So far, I have implemented specifically the cases you mentioned in your original post.

For example, the following is now instantaneous:

?- X #= abs(X) + 1, X in 1..10000, indomain(X).

This is because the specific form of the constraint is now handled via a dedicated propagator, which is applied if the posted constraint is subsumed by the symbolic pattern:

Var #= abs(Var) + Expr

where Var is a variable.

CLP(Z) has dedicated propagators for patterns of constraints that frequently occur in practice, and which can be handled more efficiently when they are taken into account in their entirety instead of decomposing them.

Ongoing work on CLP(Z) also involves extending the recognizer with further patterns that users request. This is the usual way of constraint-based development: We extend and improve the solver so that it handles these patterns more efficiently.

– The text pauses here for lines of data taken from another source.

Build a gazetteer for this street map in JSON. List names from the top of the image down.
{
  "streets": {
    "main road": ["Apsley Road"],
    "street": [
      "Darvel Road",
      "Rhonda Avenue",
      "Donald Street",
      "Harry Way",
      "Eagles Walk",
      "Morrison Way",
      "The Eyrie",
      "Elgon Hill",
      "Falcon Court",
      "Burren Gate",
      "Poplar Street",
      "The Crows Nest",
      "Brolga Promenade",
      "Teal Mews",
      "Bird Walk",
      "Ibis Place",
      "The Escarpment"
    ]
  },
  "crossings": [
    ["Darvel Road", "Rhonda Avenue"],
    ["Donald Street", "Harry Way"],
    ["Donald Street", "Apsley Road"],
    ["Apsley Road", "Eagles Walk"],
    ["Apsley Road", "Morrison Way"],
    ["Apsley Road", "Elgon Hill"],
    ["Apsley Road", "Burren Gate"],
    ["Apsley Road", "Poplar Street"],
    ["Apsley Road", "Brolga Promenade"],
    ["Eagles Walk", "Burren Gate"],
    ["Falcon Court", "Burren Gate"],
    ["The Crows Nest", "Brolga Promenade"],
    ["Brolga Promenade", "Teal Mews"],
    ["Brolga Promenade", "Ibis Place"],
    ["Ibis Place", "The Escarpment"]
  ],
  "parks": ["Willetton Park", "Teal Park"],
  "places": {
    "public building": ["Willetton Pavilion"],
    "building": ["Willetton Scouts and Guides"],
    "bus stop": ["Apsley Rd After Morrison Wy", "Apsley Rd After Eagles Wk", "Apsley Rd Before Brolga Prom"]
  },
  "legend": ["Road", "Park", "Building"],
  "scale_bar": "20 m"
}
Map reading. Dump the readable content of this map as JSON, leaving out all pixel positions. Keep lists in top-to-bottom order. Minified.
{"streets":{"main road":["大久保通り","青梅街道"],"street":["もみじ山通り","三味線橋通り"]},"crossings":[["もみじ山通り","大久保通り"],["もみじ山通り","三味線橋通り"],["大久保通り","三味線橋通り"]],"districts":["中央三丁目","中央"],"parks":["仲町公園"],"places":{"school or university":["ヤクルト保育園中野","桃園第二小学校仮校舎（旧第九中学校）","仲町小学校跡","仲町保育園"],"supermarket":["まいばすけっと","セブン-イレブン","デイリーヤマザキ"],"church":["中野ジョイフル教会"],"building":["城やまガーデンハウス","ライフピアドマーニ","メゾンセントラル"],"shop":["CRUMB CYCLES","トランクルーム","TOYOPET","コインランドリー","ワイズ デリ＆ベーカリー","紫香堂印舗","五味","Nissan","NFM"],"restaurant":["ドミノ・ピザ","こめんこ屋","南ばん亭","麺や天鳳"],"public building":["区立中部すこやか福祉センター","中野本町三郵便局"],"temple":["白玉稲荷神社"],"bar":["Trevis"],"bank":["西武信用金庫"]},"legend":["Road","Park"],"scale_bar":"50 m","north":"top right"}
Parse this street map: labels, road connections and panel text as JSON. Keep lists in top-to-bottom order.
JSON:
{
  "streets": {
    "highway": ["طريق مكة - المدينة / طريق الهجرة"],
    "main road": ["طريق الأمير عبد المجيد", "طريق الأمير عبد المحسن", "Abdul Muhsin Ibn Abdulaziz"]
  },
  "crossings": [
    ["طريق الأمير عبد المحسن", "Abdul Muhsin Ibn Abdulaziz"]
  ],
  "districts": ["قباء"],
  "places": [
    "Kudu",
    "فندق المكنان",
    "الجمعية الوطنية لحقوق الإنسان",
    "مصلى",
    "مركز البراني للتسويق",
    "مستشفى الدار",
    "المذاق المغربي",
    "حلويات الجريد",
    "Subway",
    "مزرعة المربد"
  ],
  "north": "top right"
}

The challenge here is to generalize such patterns as far as possible, so that a small number of patterns suffice to recognize the cases that are important for you in practice.

For example, to capture the constraints you originally reported, I added to matches/1 the following lines:

         m_c(var(X) #= abs(var(Y)) + any(V0), X == Y) => [d(V0,V),p(x_eq_abs_plus_v(X,V))],
         m_c(var(X) #= abs(var(Y)) - any(V0), X == Y) => [d(-V0,V),p(x_eq_abs_plus_v(X,V))],

The syntax of these rules is explained in my thesis, please have a look.

You have now reported an additional case for which you would like to have stronger propagation, which is not captured by the pattern above:

abs(X) #= 1 + X

It is easy to extend the recognizer accordingly, please try it out so that you see how to extend and adapt CLP(Z) for your use cases.

The other new example, abs(X) #= -X, can also be handled with a dedicated rule, please try it out.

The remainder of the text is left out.